#### REQUIRED ACTION
Pick every line from the data below that contains the string "canvas" and copy it.
*** SUPPLIED MATERIAL Section Begins ***
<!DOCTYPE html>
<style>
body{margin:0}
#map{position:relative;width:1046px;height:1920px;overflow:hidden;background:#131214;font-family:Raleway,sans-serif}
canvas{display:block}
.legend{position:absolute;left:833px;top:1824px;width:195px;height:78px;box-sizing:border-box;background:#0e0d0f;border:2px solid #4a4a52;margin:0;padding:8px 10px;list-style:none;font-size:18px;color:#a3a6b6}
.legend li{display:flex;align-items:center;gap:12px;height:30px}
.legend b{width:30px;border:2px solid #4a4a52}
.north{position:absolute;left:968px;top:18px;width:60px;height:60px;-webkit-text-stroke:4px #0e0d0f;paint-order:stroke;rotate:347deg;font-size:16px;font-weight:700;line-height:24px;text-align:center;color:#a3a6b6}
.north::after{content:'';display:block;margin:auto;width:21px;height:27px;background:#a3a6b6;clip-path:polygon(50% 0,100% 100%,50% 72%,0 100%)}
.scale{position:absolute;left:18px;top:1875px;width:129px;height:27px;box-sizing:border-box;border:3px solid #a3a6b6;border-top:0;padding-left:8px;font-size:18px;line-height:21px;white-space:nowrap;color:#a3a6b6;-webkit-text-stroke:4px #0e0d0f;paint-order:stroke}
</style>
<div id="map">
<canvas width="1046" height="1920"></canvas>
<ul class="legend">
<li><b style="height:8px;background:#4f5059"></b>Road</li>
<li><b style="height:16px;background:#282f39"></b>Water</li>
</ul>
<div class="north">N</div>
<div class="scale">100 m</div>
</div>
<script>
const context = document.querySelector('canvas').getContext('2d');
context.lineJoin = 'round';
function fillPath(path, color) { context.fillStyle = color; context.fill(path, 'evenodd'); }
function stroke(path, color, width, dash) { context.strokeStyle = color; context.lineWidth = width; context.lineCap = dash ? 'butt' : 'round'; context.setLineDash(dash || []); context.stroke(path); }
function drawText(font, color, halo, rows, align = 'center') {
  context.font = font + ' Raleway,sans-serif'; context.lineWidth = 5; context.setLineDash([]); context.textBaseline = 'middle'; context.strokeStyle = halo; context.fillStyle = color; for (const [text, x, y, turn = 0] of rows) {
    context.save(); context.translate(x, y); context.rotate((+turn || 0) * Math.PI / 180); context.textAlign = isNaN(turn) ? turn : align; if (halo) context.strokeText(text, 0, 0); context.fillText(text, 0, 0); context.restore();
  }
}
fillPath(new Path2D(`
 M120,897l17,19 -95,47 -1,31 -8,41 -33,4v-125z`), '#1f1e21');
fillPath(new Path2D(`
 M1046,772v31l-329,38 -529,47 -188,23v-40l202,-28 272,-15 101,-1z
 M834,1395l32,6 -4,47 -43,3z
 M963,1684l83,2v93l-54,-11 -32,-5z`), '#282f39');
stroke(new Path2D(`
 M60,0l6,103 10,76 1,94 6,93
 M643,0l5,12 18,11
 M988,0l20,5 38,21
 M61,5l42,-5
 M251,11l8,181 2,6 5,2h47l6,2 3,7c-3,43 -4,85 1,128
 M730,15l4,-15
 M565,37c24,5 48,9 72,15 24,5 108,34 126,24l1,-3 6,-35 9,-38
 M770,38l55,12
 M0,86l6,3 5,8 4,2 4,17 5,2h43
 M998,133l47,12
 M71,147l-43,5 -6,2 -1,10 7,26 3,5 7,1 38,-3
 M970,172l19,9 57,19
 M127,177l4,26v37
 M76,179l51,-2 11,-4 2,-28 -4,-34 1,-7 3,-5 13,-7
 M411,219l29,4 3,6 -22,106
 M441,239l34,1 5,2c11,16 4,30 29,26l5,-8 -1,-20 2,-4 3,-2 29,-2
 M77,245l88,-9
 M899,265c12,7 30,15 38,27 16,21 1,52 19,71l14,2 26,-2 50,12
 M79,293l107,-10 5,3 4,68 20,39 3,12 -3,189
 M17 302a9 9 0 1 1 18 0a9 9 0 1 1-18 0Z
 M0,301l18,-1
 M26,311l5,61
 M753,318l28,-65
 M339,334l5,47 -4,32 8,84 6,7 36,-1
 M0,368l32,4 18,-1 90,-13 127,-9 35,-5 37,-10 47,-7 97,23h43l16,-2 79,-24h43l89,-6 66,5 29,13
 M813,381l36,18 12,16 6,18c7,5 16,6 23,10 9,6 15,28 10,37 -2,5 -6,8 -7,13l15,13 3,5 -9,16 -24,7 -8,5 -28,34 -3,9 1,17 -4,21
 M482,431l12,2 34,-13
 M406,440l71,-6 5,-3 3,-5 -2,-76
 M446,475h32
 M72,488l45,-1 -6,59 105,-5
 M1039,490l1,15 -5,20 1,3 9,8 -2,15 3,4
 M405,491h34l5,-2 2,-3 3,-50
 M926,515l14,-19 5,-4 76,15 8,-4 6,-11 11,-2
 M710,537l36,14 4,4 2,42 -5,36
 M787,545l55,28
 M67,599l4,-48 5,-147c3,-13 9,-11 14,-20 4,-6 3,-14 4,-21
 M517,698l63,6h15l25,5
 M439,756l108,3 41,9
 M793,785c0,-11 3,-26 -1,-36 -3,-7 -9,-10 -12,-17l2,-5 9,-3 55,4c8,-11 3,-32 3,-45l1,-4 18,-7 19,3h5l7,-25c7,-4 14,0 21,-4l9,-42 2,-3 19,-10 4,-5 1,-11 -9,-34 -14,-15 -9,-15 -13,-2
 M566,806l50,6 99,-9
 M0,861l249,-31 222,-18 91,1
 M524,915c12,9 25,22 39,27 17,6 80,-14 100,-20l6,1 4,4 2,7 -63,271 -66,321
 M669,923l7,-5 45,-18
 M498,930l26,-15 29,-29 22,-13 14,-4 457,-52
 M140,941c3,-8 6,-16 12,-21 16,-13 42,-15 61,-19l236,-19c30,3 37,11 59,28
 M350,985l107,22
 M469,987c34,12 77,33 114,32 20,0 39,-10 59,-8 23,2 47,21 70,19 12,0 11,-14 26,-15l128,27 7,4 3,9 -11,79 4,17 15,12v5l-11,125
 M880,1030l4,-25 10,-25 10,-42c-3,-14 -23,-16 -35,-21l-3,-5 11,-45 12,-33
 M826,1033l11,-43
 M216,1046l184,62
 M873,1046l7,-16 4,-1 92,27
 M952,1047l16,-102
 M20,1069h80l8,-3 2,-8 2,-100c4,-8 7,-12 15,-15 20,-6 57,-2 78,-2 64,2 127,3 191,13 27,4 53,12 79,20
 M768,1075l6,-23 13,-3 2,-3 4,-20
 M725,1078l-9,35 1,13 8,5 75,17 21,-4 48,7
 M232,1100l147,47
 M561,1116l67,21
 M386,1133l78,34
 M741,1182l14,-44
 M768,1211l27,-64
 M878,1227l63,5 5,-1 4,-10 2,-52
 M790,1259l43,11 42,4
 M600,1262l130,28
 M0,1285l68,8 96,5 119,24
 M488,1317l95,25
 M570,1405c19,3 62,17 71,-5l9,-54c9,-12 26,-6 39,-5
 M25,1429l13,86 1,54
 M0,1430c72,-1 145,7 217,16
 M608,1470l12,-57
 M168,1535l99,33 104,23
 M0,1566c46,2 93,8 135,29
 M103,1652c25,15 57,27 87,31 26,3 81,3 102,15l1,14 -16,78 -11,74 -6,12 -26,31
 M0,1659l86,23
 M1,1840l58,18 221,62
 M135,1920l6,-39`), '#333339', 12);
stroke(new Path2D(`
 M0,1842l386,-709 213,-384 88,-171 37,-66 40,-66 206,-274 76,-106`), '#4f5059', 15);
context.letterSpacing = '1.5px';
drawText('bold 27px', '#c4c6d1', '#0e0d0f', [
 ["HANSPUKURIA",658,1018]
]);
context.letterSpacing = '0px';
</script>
*** SUPPLIED MATERIAL Section Ends ***
#### TASK SOLUTION
canvas{display:block}
<canvas width="1046" height="1920"></canvas>
const context = document.querySelector('canvas').getContext('2d');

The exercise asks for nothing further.